WHAT YOU WILL DO - Pictures aside, write out every record exactly as it appears.

(Stored data)
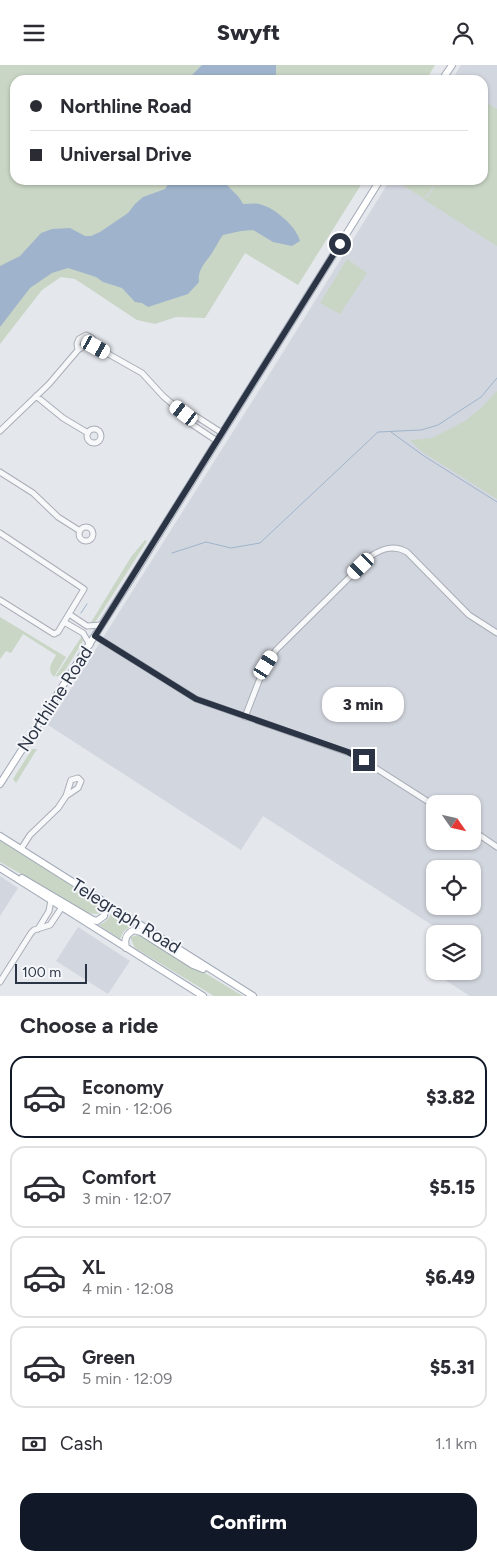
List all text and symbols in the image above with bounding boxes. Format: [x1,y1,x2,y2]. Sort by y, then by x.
icon: menu [20,19,48,47]
text: Swyft [217,19,280,46]
icon: person [449,19,477,47]
text: Northline Road [60,95,192,118]
text: Universal Drive [60,143,192,166]
route start [329,233,351,255]
car [79,333,112,361]
car [167,398,200,428]
car [344,550,377,582]
street label: Northline Road [13,642,97,756]
car [251,648,280,682]
callout: 3 min [323,687,405,723]
text: 3 min [343,695,383,714]
route end [353,749,375,771]
north arrow [426,795,481,850]
map controls [426,795,481,980]
button: locate [426,860,481,915]
street label: Telegraph Road [67,874,185,958]
button: layers [426,925,481,980]
scale bar [15,961,88,984]
text: 100 m [22,964,61,981]
text: Choose a ride [20,1012,158,1039]
icon: car [22,1075,67,1120]
text: Economy [82,1076,164,1099]
text: $3.82 [426,1086,475,1109]
text: 2 min · 12:06 [82,1099,172,1118]
icon: car [22,1165,67,1210]
text: Comfort [82,1166,157,1189]
text: $5.15 [429,1176,475,1199]
text: 3 min · 12:07 [82,1189,171,1208]
icon: car [22,1255,67,1300]
text: XL [82,1256,105,1279]
text: $6.49 [425,1266,475,1289]
text: 4 min · 12:08 [82,1279,174,1298]
icon: car [22,1345,67,1390]
text: Green [82,1346,135,1369]
text: $5.31 [430,1356,475,1379]
text: 5 min · 12:09 [82,1369,172,1388]
icon: cash [20,1430,48,1458]
text: Cash [60,1432,103,1455]
text: 1.1 km [435,1434,477,1453]
button: Confirm [20,1493,477,1551]

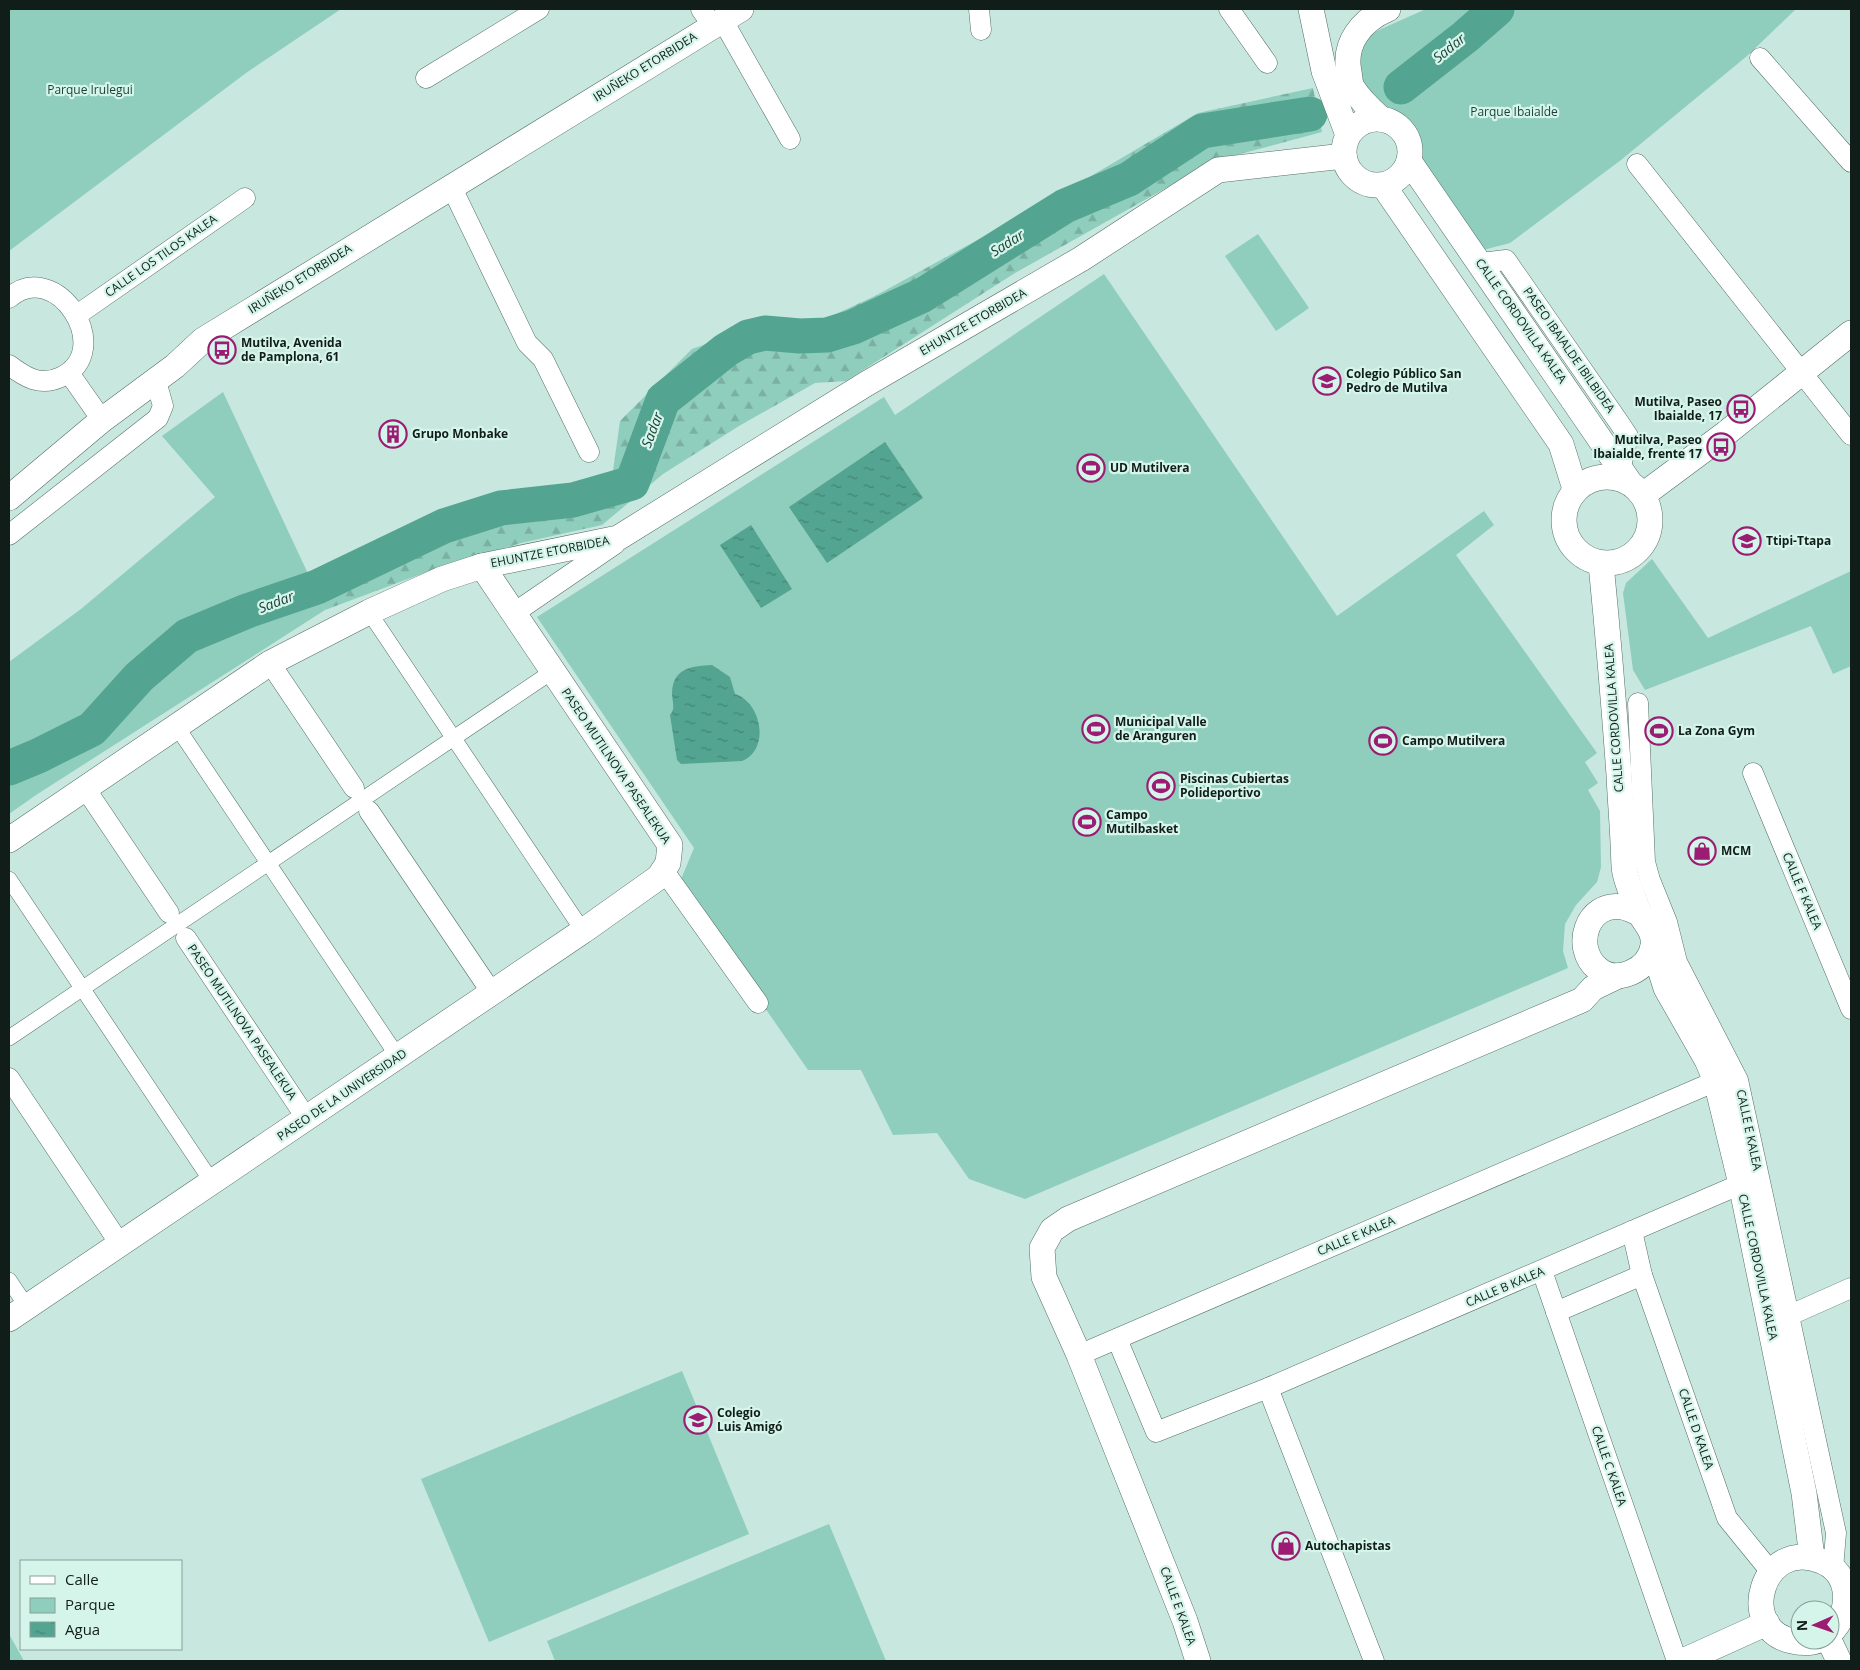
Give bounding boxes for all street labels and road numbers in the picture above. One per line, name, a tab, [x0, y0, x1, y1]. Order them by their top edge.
street label: IRUÑEKO ETORBIDEA	[590, 28, 700, 105]
street label: CALLE LOS TILOS KALEA	[101, 210, 221, 301]
street label: IRUÑEKO ETORBIDEA	[245, 240, 355, 317]
street label: CALLE CORDOVILLA KALEA	[1472, 255, 1571, 387]
street label: EHUNTZE ETORBIDEA	[916, 284, 1030, 359]
street label: PASEO IBAIALDE IBILBIDEA	[1520, 284, 1620, 416]
street label: EHUNTZE ETORBIDEA	[489, 532, 611, 571]
street label: CALLE CORDOVILLA KALEA	[1600, 643, 1627, 793]
street label: PASEO MUTILNOVA PASEALEKUA	[558, 684, 675, 847]
street label: CALLE F KALEA	[1779, 850, 1827, 932]
street label: PASEO MUTILNOVA PASEALEKUA	[184, 940, 301, 1103]
street label: PASEO DE LA UNIVERSIDAD	[273, 1045, 410, 1144]
street label: CALLE E KALEA	[1733, 1088, 1766, 1173]
street label: CALLE CORDOVILLA KALEA	[1735, 1192, 1782, 1342]
street label: CALLE E KALEA	[1314, 1211, 1398, 1260]
street label: CALLE B KALEA	[1463, 1262, 1547, 1311]
street label: CALLE D KALEA	[1675, 1386, 1718, 1472]
street label: CALLE C KALEA	[1588, 1424, 1631, 1509]
street label: CALLE E KALEA	[1156, 1564, 1201, 1648]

REPLY TO THE EXERCISE -
List all text and symbols in the image above with bounding boxes. Format: [x1,y1,x2,y2]. Sort by y, then by x.
icon: menu [20,19,48,47]
text: Swyft [217,19,280,46]
icon: person [449,19,477,47]
text: Northline Road [60,95,192,118]
text: Universal Drive [60,143,192,166]
route start [329,233,351,255]
car [79,333,112,361]
car [167,398,200,428]
car [344,550,377,582]
street label: Northline Road [13,642,97,756]
car [251,648,280,682]
callout: 3 min [323,687,405,723]
text: 3 min [343,695,383,714]
route end [353,749,375,771]
north arrow [426,795,481,850]
map controls [426,795,481,980]
button: locate [426,860,481,915]
street label: Telegraph Road [67,874,185,958]
button: layers [426,925,481,980]
scale bar [15,961,88,984]
text: 100 m [22,964,61,981]
text: Choose a ride [20,1012,158,1039]
icon: car [22,1075,67,1120]
text: Economy [82,1076,164,1099]
text: $3.82 [426,1086,475,1109]
text: 2 min · 12:06 [82,1099,172,1118]
icon: car [22,1165,67,1210]
text: Comfort [82,1166,157,1189]
text: $5.15 [429,1176,475,1199]
text: 3 min · 12:07 [82,1189,171,1208]
icon: car [22,1255,67,1300]
text: XL [82,1256,105,1279]
text: $6.49 [425,1266,475,1289]
text: 4 min · 12:08 [82,1279,174,1298]
icon: car [22,1345,67,1390]
text: Green [82,1346,135,1369]
text: $5.31 [430,1356,475,1379]
text: 5 min · 12:09 [82,1369,172,1388]
icon: cash [20,1430,48,1458]
text: Cash [60,1432,103,1455]
text: 1.1 km [435,1434,477,1453]
button: Confirm [20,1493,477,1551]

Give bounding boxes for all street labels and road numbers in the picture above. One per line, name, a tab, [x0, y0, x1, y1]. Order them by their top edge.
street label: IRUÑEKO ETORBIDEA	[590, 28, 700, 105]
street label: CALLE LOS TILOS KALEA	[101, 210, 221, 301]
street label: IRUÑEKO ETORBIDEA	[245, 240, 355, 317]
street label: CALLE CORDOVILLA KALEA	[1472, 255, 1571, 387]
street label: EHUNTZE ETORBIDEA	[916, 284, 1030, 359]
street label: PASEO IBAIALDE IBILBIDEA	[1520, 284, 1620, 416]
street label: EHUNTZE ETORBIDEA	[489, 532, 611, 571]
street label: CALLE CORDOVILLA KALEA	[1600, 643, 1627, 793]
street label: PASEO MUTILNOVA PASEALEKUA	[558, 684, 675, 847]
street label: CALLE F KALEA	[1779, 850, 1827, 932]
street label: PASEO MUTILNOVA PASEALEKUA	[184, 940, 301, 1103]
street label: PASEO DE LA UNIVERSIDAD	[273, 1045, 410, 1144]
street label: CALLE E KALEA	[1733, 1088, 1766, 1173]
street label: CALLE CORDOVILLA KALEA	[1735, 1192, 1782, 1342]
street label: CALLE E KALEA	[1314, 1211, 1398, 1260]
street label: CALLE B KALEA	[1463, 1262, 1547, 1311]
street label: CALLE D KALEA	[1675, 1386, 1718, 1472]
street label: CALLE C KALEA	[1588, 1424, 1631, 1509]
street label: CALLE E KALEA	[1156, 1564, 1201, 1648]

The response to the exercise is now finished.